While interest in arrays of magnetic submicron dots is stimulated by their possible applications in high density recording media and magnetic random access memory they are very attractive as model systems to study fundamental physical properties of small magnetic particles. Recently it has been shown that magnetostatic interactions play an important role in the magnetization reversal process for ferromagnetic submicron dot arrays with small interdot distances. One important parameter that characterizes such interactions is the uniaxial (for rectangular arrays) or four-fold (for square arrays) anisotropy field induced by the dipole-dipole interaction of nearest neighbors in the film plane.
Ferromagnetic resonance was used to measure the anisotropies including the ones due to interdot interactions in rectangular and square arrays of circular dots. Unlike a hysteresis loop method, often used for such measurements, FMR allows the investigation of samples at their magnetic saturation state and excludes any influence of the domain structure or fluctuations of the magnetization near a critical point. In the case of narrow resonance lines (~ 100 Oe), a very small shift of the resonance field (~5 Oe) with the rotation of the applied field, was detected.
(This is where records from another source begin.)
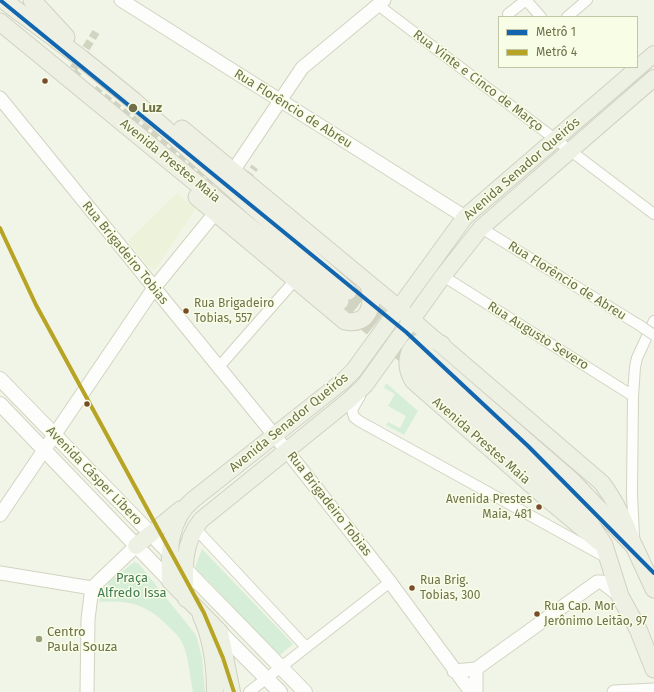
<!DOCTYPE html>
<html>
<head>
<meta charset="utf-8">
<style>
  body { margin:0 }
  #map { position:relative; width:654px; height:692px; overflow:hidden; background:#f1f5e7; font-family:"Fira Sans",sans-serif }
  canvas { display:block }
  .legend { position:absolute; left:498px; top:16px; width:140px; height:52px; box-sizing:border-box; background:#f8fee6; border:1px solid #c2c6a7; margin:0; padding:5px 7px; list-style:none; font-size:12px; color:#707149 }
  .legend li { display:flex; align-items:center; gap:8px; height:20px }
  .legend b { width:20px; border:1px solid #c2c6a7 }
</style>
</head>
<body>
<div id="map">
<canvas width="654" height="692"></canvas>
<ul class="legend">
<li><b style="height:5px;background:#1266af"></b>Metrô 1</li>
<li><b style="height:5px;background:#b8a424"></b>Metrô 4</li>
</ul>
</div>
<script>
const ctx = document.querySelector('canvas').getContext('2d');
ctx.lineJoin = 'round';
function fill(path, color) {
  ctx.fillStyle = color;
  ctx.fill(path, 'evenodd');
}
function strokePath(path, color, width, dash) {
  ctx.strokeStyle = color;
  ctx.lineWidth = width;
  ctx.lineCap = dash ? 'butt' : 'round';
  ctx.setLineDash(dash || []);
  ctx.stroke(path);
}
function write(font, color, halo, rows, align = 'center') {
  ctx.font = font + ' "Fira Sans",sans-serif';
  ctx.lineWidth = 3;
  ctx.setLineDash([]);
  ctx.textBaseline = 'middle';
  ctx.strokeStyle = halo;
  ctx.fillStyle = color;
  for (const [text, x, y, turn = 0] of rows) {
    ctx.save();
    ctx.translate(x, y);
    ctx.rotate((+turn || 0) * Math.PI / 180);
    ctx.textAlign = isNaN(turn) ? turn : align;
    if (halo) ctx.strokeText(text, 0, 0);
    ctx.fillText(text, 0, 0);
    ctx.restore();
  }
}
const residential = new Path2D(`
  M177,193L196,208L156,269H153L147,265L128,241Z`);
const green = new Path2D(`
  M386,383L418,411L404,435L386,425L388,422L400,428L406,416L388,406L395,394L384,388Z
  M202,549L293,644L279,656L195,567Z
  M134,562L139,564L196,635L202,657L205,692H193C190,678 189,660 184,647C181,638 175,633 169,627C147,605 131,600 100,602L99,600L109,582Z`);
const pedestrianTunnel = new Path2D(`
  M79,77L72,71L96,32
  M94,89L216,184
  M224,208L255,167`);
const trunkTunnel = new Path2D(`
  M348,291L422,351
  M340,301L413,362`);
const minor = new Path2D(`
  M526,0L541,17
  M378,5L654,214
  M508,14L526,0
  M567,17L587,0
  M481,228L639,325
  M443,276L633,396
  M218,368L295,280
  M360,396L352,410L354,417L359,421L609,559
  M195,528L306,647
  M634,536L632,494L633,396L635,367L637,358L654,321
  M249,692L390,582`);
const tertiary = new Path2D(`
  M121,0L465,217
  M0,98L287,451L390,582L471,692
  M233,171L302,68L384,0
  M0,515L154,288L215,213
  M0,573L92,588
  M476,669V692
  M454,671L476,669L597,582H602L620,596
  M87,692L88,619L92,588L136,546
  M614,692L654,690`);
const secondary = new Path2D(`
  M0,379L305,692
  M0,404L170,581
  M220,632L280,692`);
const primary = new Path2D(`
  M404,313L602,483C617,503 626,523 634,546
  M442,344C415,330 398,357 413,381L545,497L599,542
  M136,546L181,509
  M186,599C184,570 182,544 201,520L348,401L365,385L443,276L481,228L654,78
  M201,616C212,640 215,666 215,692
  M232,692L220,632L170,581C169,551 168,520 194,499L343,381L354,370L465,217L654,54`);
const trunk = new Path2D(`
  M3,0L81,58L134,101L348,291
  M32,0L66,37
  M0,22L340,301
  M182,129L398,308
  M197,197L345,321C370,326 374,303 369,285
  M422,351L573,482L634,546L654,589
  M413,362L578,506L604,545L620,596L638,629L654,669`);
const minorBridge = new Path2D(`
  M639,325L654,335`);
const metro1 = new Path2D(`
  M0,0L406,332L528,446L654,573`);
const metro2 = new Path2D(`
  M0,228L36,305L204,613L223,658L234,692`);
const markers = [
  [45,81,3.5,"#7a4b2a"],
  [133,108,5,"#707149"],
  [186,311,3.5,"#7a4b2a"],
  [87,404,3.5,"#7a4b2a"],
  [539,507,3.5,"#7a4b2a"],
  [412,588,3.5,"#7a4b2a"],
  [537,614,3.5,"#7a4b2a"],
  [39,639,4,"#9d9f80"]
];
const busNames = [
  ["Rua Brigadeiro",194,304],
  ["Tobias, 557",194,319],
  ["Avenida Prestes",532,500,"right"],
  ["Maia, 481",532,515,"right"],
  ["Rua Brig.",420,581],
  ["Tobias, 300",420,596],
  ["Rua Cap. Mor",544,607],
  ["Jerônimo Leitão, 97",544,622]
];
const streetNames = [
  ["Rua Vinte e Cinco de Março",478,81,37],
  ["Rua Florêncio de Abreu",293,109,32],
  ["Avenida Prestes Maia",170,161,39],
  ["Avenida Senador Queirós",522,169,-41],
  ["Rua Brigadeiro Tobias",125,253,51],
  ["Rua Florêncio de Abreu",567,281,32],
  ["Rua Augusto Severo",538,336,32],
  ["Avenida Senador Queirós",289,423,-39],
  ["Avenida Prestes Maia",481,441,41],
  ["Avenida Cásper Líbero",94,476,46],
  ["Rua Brigadeiro Tobias",329,504,52]
];
const stopNames = [
  ["Luz",142,108]
];
const parkNames = [
  ["Praça",132,578],
  ["Alfredo Issa",132,593]
];
const poiNames = [
  ["Centro",47,632],
  ["Paula Souza",47,647]
];
fill(residential, '#edf3da');
fill(green, '#d6eed8');
strokePath(pedestrianTunnel, '#d1d4c0', 8, [8, 4]);
strokePath(trunkTunnel, '#d1d4c0', 17, [17, 8]);
strokePath(minor, '#d2d3c2', 12);
strokePath(tertiary, '#d2d3c2', 15);
strokePath(secondary, '#d1d3c0', 16);
strokePath(primary, '#d0d1c1', 18);
strokePath(trunk, '#d0d1c1', 19);
strokePath(minor, '#fdfefb', 10);
strokePath(tertiary, '#fdfefb', 13);
strokePath(secondary, '#fdfefb', 14);
strokePath(primary, '#edf1e4', 16);
strokePath(trunk, '#eef0e4', 17);
strokePath(minorBridge, '#d2d3c2', 12, []);
strokePath(minorBridge, '#fdfefb', 10);
strokePath(metro1, '#1266af', 4);
strokePath(metro2, '#b8a424', 4);
for (const [x, y, r, color] of markers) {
  const dot = new Path2D();
  dot.arc(x, y, r, 0, 2 * Math.PI);
  ctx.fillStyle = color;
  ctx.fill(dot);
  strokePath(dot, '#f8fee6', 1.5);
}
write('12px', '#707149', '#f8fee6', busNames, 'left');
write('13px', '#707149', '#f8fee6', streetNames);
write('bold 13px', '#707149', '#f8fee6', stopNames, 'left');
write('13px', '#447c59', '#f8fee6', parkNames);
write('13px', '#707149', '#f8fee6', poiNames, 'left');
</script>
</body>
</html>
When the applied field was close to the sample normal, in addition to the main FMR peak, multiple additional sharp resonant peaks were also observed at lower fields. For all the samples of the same material the differences between corresponding neighbor spin wave modes were practically the same, indicating that the interdot interactions modify the relative positions of the modes but do not affect structure of the resonance spectra. No such periodic spectra was found for the reference continuous films, supporting the idea that modes with discrete frequencies are due to the restricted sample geometry of the patterned films and have magnetostatic nature. To fit the experimental spectra, the model was developed, that takes into account both dipolar and exchange contributions.
FMR is also the most judicious technique to investigate the dynamics of internal spin interactions in ferromagnets that determine the relaxation processes. Understanding the nature of relaxation losses is important from the standpoint of determining switching times for magnetic dots and arrays.